“Ridurre significativamente i pesticidi di sintesi entro 10 anni”. Non è la proposta di un’associazione ambientalista o l’appello di un gruppo di cittadini preoccupati da un’alta concentrazione di sostanze pericolose. Questa volta è l’Europa a muoversi. Il Green New Deal verde su cui Ursula von der Leyen sta improntando il suo mandato di presidente della Commissione europea, è caratterizzato da alcuni punti centrali. E la riduzione dell’impatto della chimica di sintesi in agricoltura è uno di questi, assieme al rilancio degli investimenti ambientali e alla decarbonizzazione dell’economia.

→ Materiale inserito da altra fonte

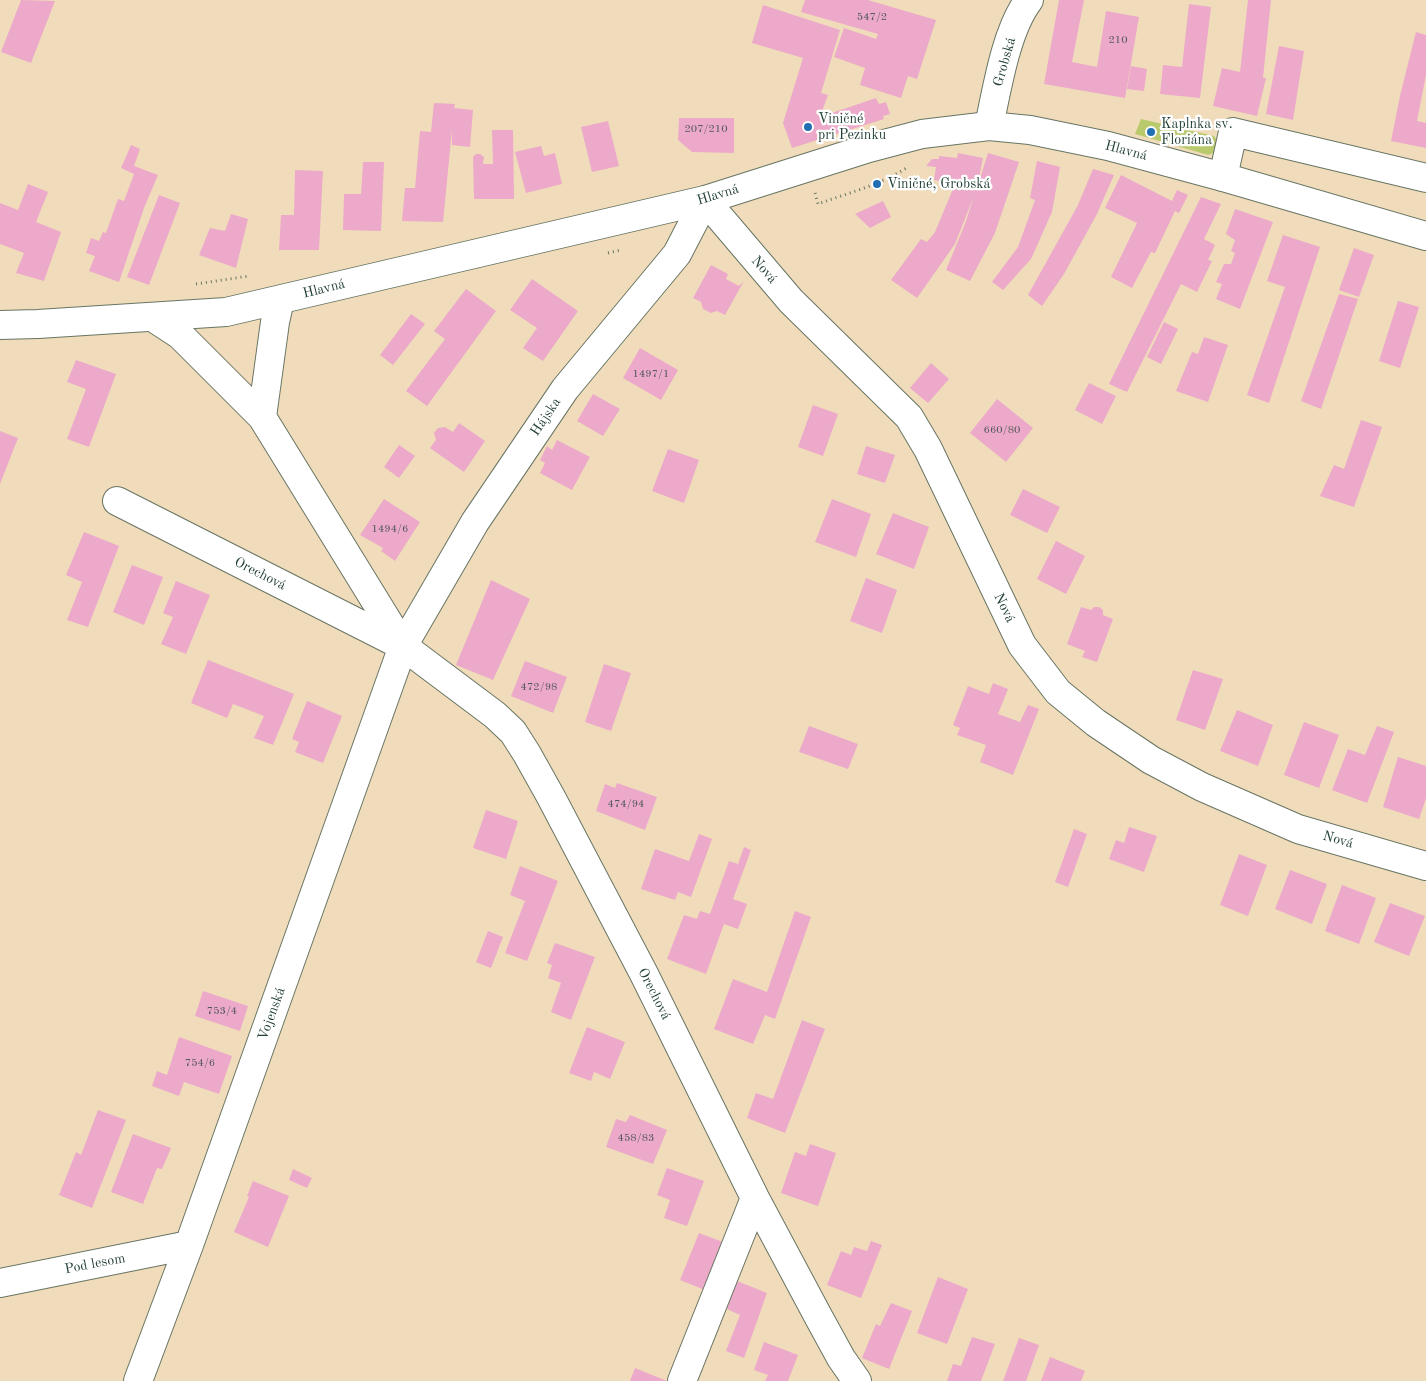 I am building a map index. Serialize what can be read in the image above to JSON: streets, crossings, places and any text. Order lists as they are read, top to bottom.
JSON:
{
  "streets": {
    "street": [
      "Grobská",
      "Hlavná",
      "Nová",
      "Hájska",
      "Orechová",
      "Vojenská",
      "Pod lesom"
    ]
  },
  "crossings": [
    ["Grobská", "Hlavná"],
    ["Hlavná", "Nová"],
    ["Hlavná", "Hájska"],
    ["Hlavná", "Orechová"],
    ["Nová", "Hájska"],
    ["Hájska", "Orechová"],
    ["Hájska", "Vojenská"],
    ["Orechová", "Vojenská"],
    ["Vojenská", "Pod lesom"]
  ],
  "places": ["Viničné pri Pezinku", "Kaplnka sv. Floriána", "Viničné, Grobská"],
  "house_numbers": [
    "547/2",
    "210",
    "207/210",
    "1497/1",
    "660/80",
    "1494/6",
    "472/98",
    "474/94",
    "753/4",
    "754/6",
    "458/83"
  ]
} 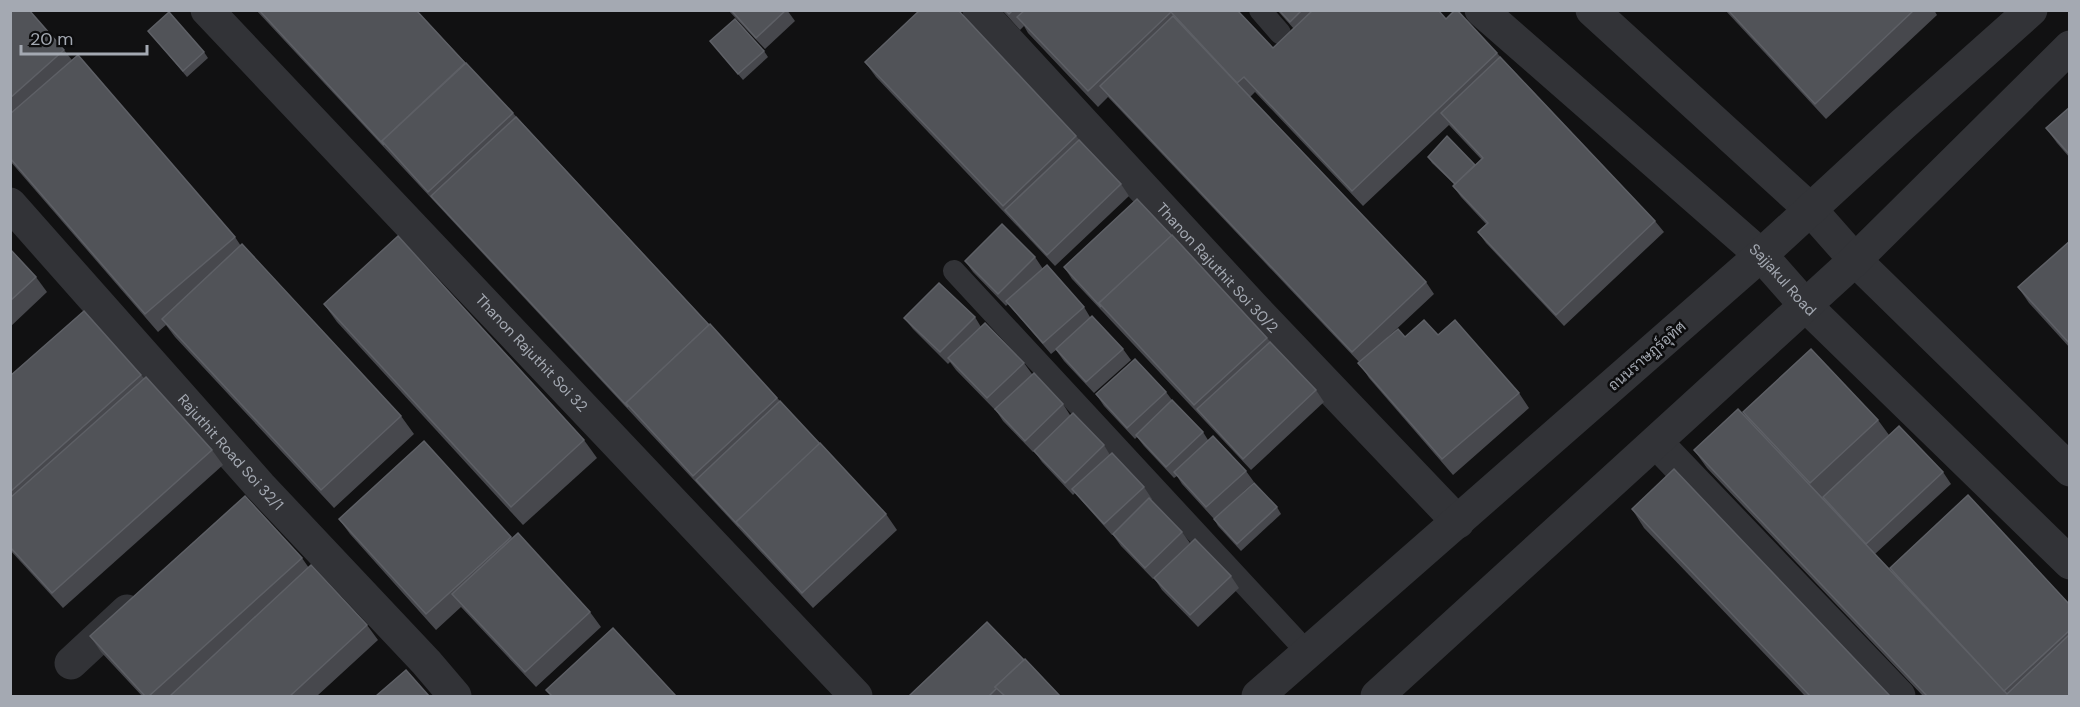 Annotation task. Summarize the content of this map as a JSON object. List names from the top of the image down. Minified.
{"streets":{"street":["Thanon Rajuthit Soi 30/2","Sajjakul Road","Thanon Rajuthit Soi 32","ถนนราษฏร์อุทิศ","Rajuthit Road Soi 32/1"]},"crossings":[["Thanon Rajuthit Soi 30/2","ถนนราษฏร์อุทิศ"],["Sajjakul Road","ถนนราษฏร์อุทิศ"]],"scale_bar":"20 m"} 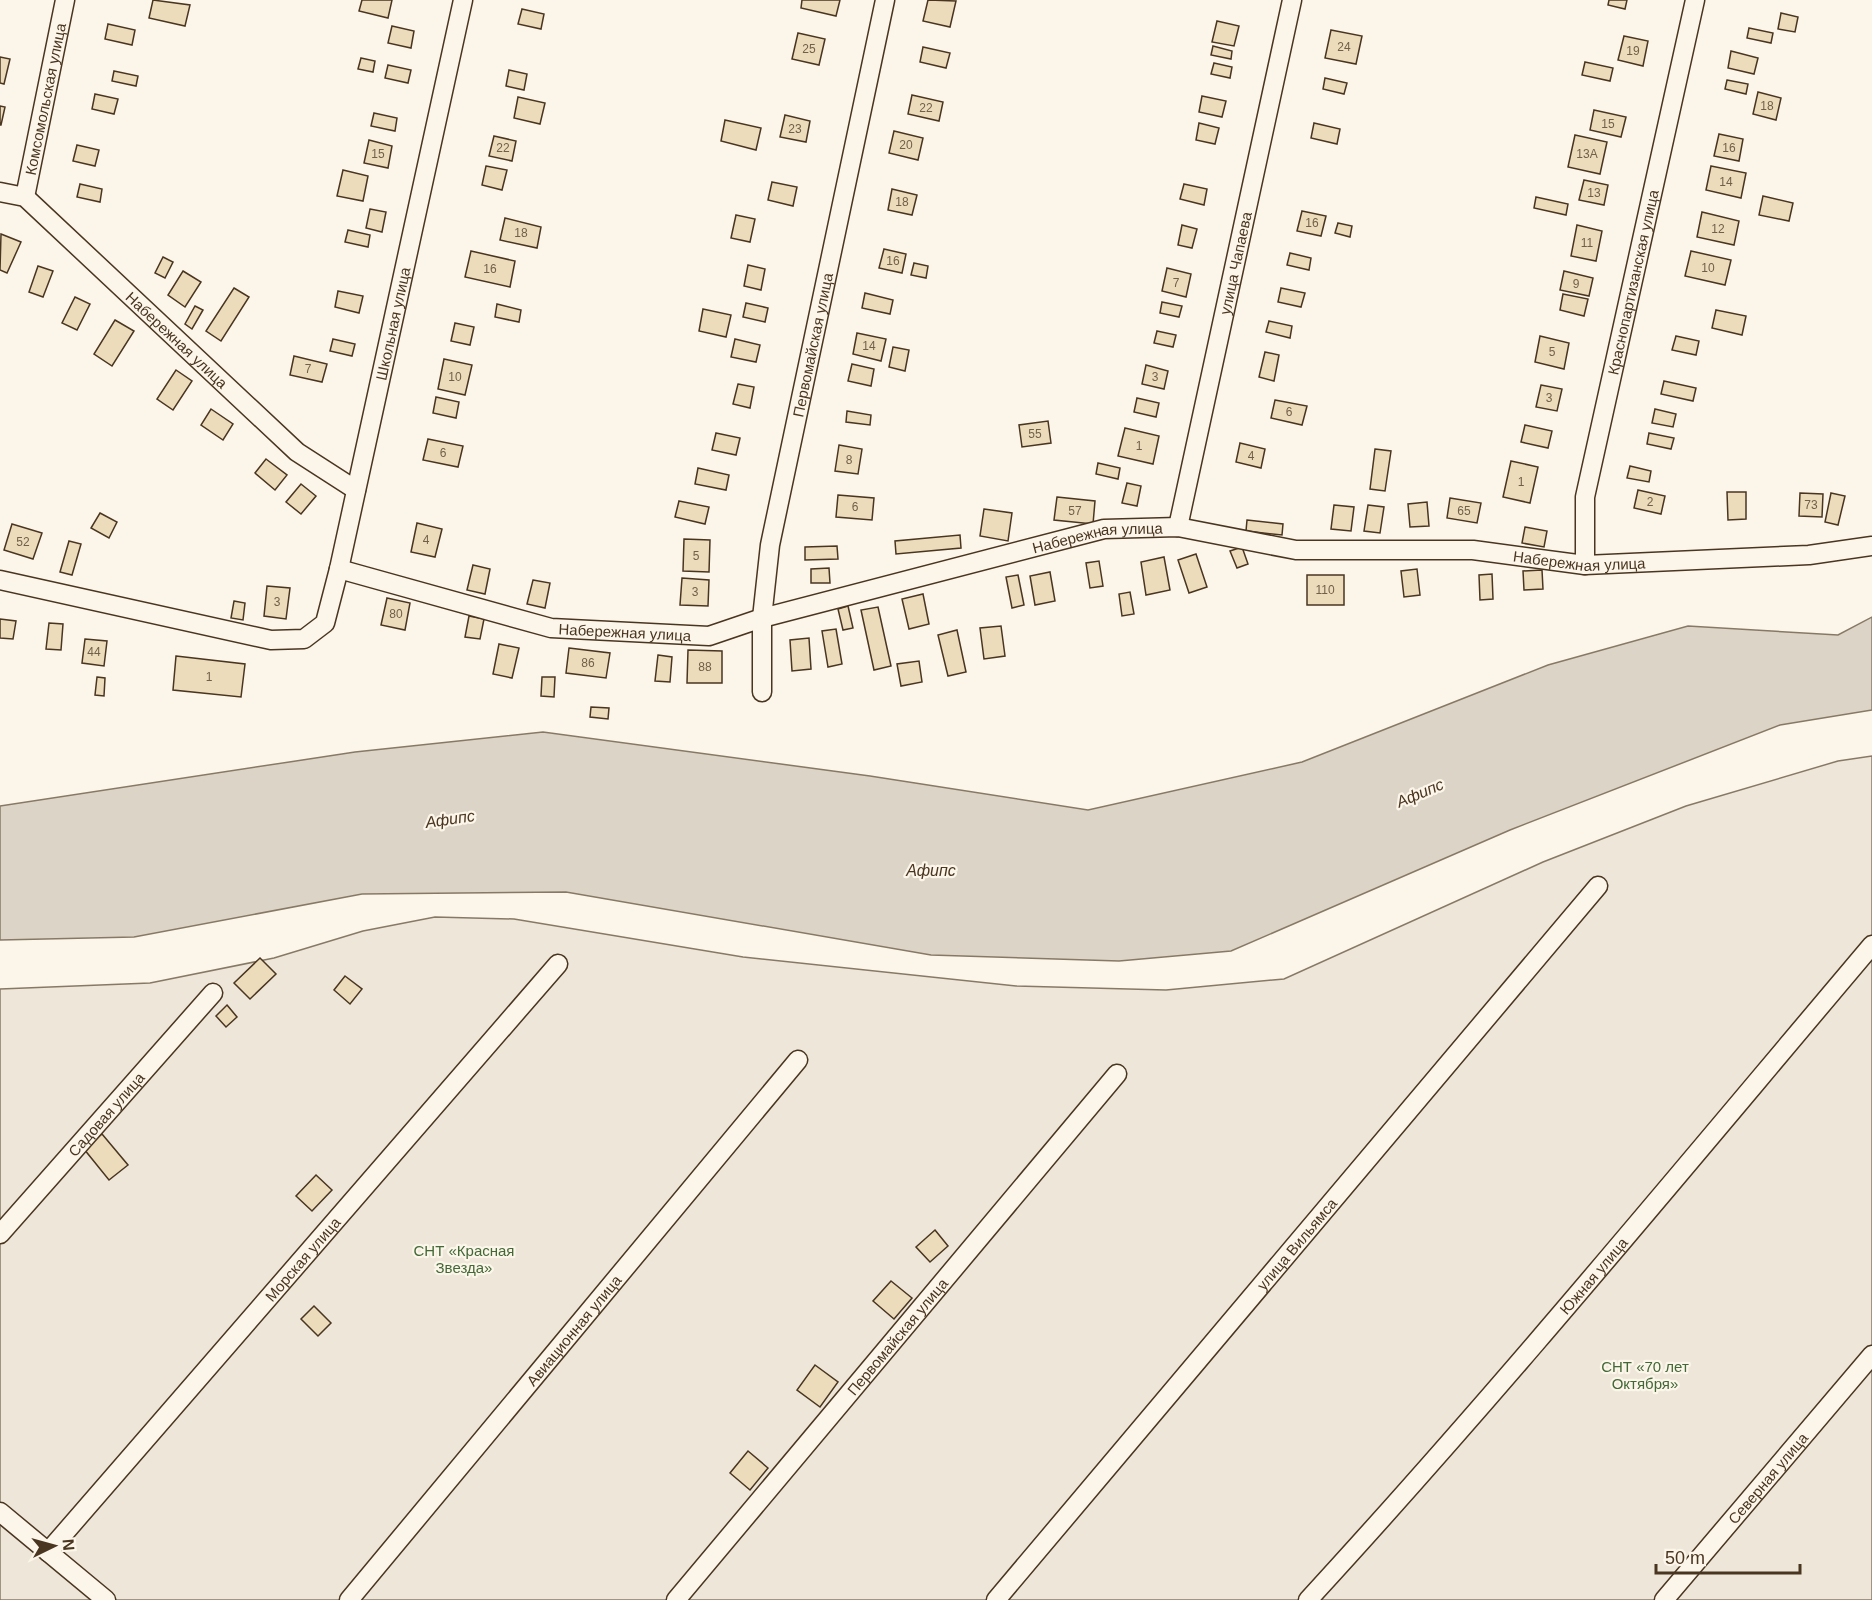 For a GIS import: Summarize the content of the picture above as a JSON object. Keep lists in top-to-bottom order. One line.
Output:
{"streets":{"street":["Комсомольская улица","улица Чапаева","Краснопартизанская улица","Школьная улица","Набережная улица","Первомайская улица","Садовая улица","улица Вильямса","Морская улица","Южная улица","Авиационная улица","Северная улица"]},"crossings":[["Комсомольская улица","Набережная улица"],["улица Чапаева","Набережная улица"],["Краснопартизанская улица","Набережная улица"],["Школьная улица","Набережная улица"],["Набережная улица","Первомайская улица"]],"water":["Афипс"],"parks":["СНТ «Красная Звезда»","СНТ «70 лет Октября»"],"house_numbers":["24","25","19","18","22","15","23","20","22","16","15","13А","14","13","18","16","12","18","11","16","10","16","7","9","14","5","7","10","3","3","6","55","1","6","4","8","1","2","73","6","57","65","4","52","5","110","3","3","80","44","86","88","1"],"scale_bar":"50 m","north":"right"} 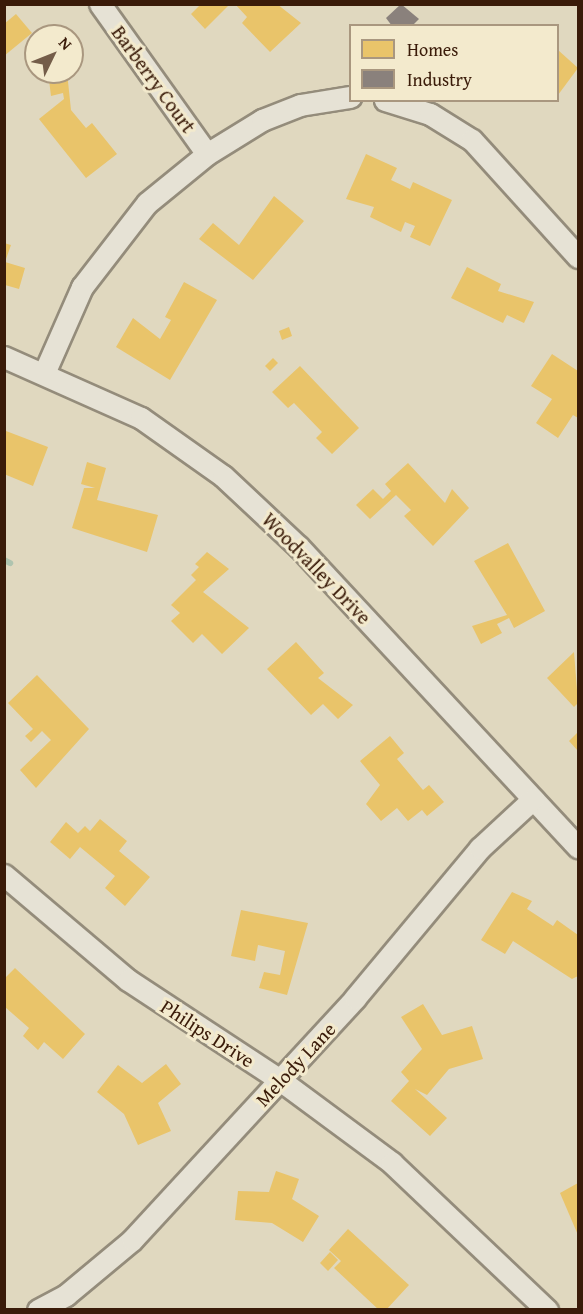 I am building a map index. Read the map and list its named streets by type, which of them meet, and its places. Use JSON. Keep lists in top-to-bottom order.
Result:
{
  "streets": {
    "street": [
      "Barberry Court",
      "Woodvalley Drive",
      "Philips Drive",
      "Melody Lane"
    ]
  },
  "crossings": [
    ["Woodvalley Drive", "Melody Lane"],
    ["Philips Drive", "Melody Lane"]
  ],
  "legend": ["Homes", "Industry"],
  "north": "top right"
} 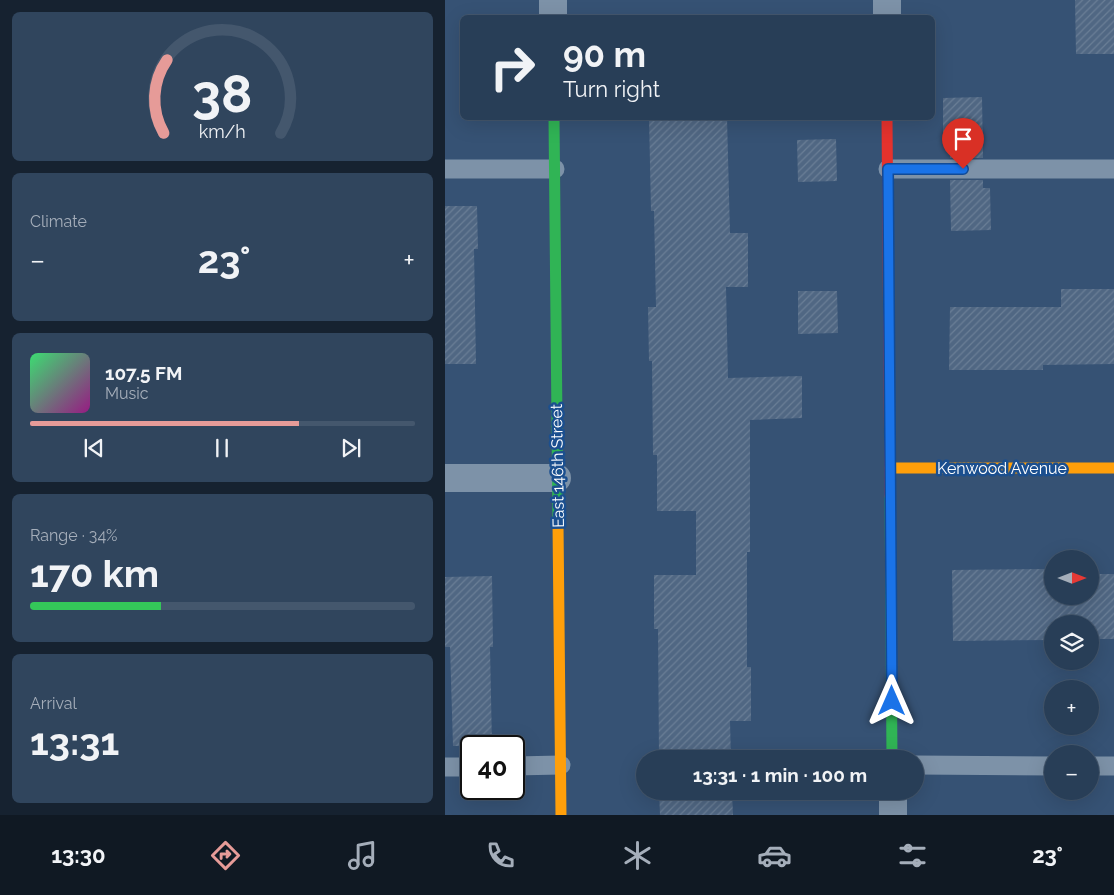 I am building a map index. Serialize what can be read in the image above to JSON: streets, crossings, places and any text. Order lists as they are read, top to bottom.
{
  "streets": {
    "street": ["East 146th Street", "Kenwood Avenue"]
  },
  "north": "right",
  "page": {
    "turn": ["90 m", "Turn right"],
    "tile": [
      "Climate",
      ["Range · 34%", "170 km"],
      ["Arrival", "13:31"]
    ],
    "heat": ["−", "23°", "+"],
    "song": ["107.5 FM", "Music"],
    "map_buttons": ["+", "−"],
    "limit": "40",
    "trip": "13:31 · 1 min · 100 m",
    "tabs": ["13:30", "23°"],
    "gauge": ["38", "km/h"]
  }
}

Anzi a ben guardare, possiamo dire che i vari punti espressi nell’agenda del cambiamento green su cui l’Europa gioca una partita determinante sono talmente intrecciati da rendere difficile separarli. Ma mentre il legame tra maggiore efficienza energetica, rilancio delle fonti rinnovabili, mobilità dolce ed edifici a consumi energetici tendenti a zero è immediatamente chiaro, il mondo agricolo è rimasto a lungo a margine della partita climatica e della questione ambientale.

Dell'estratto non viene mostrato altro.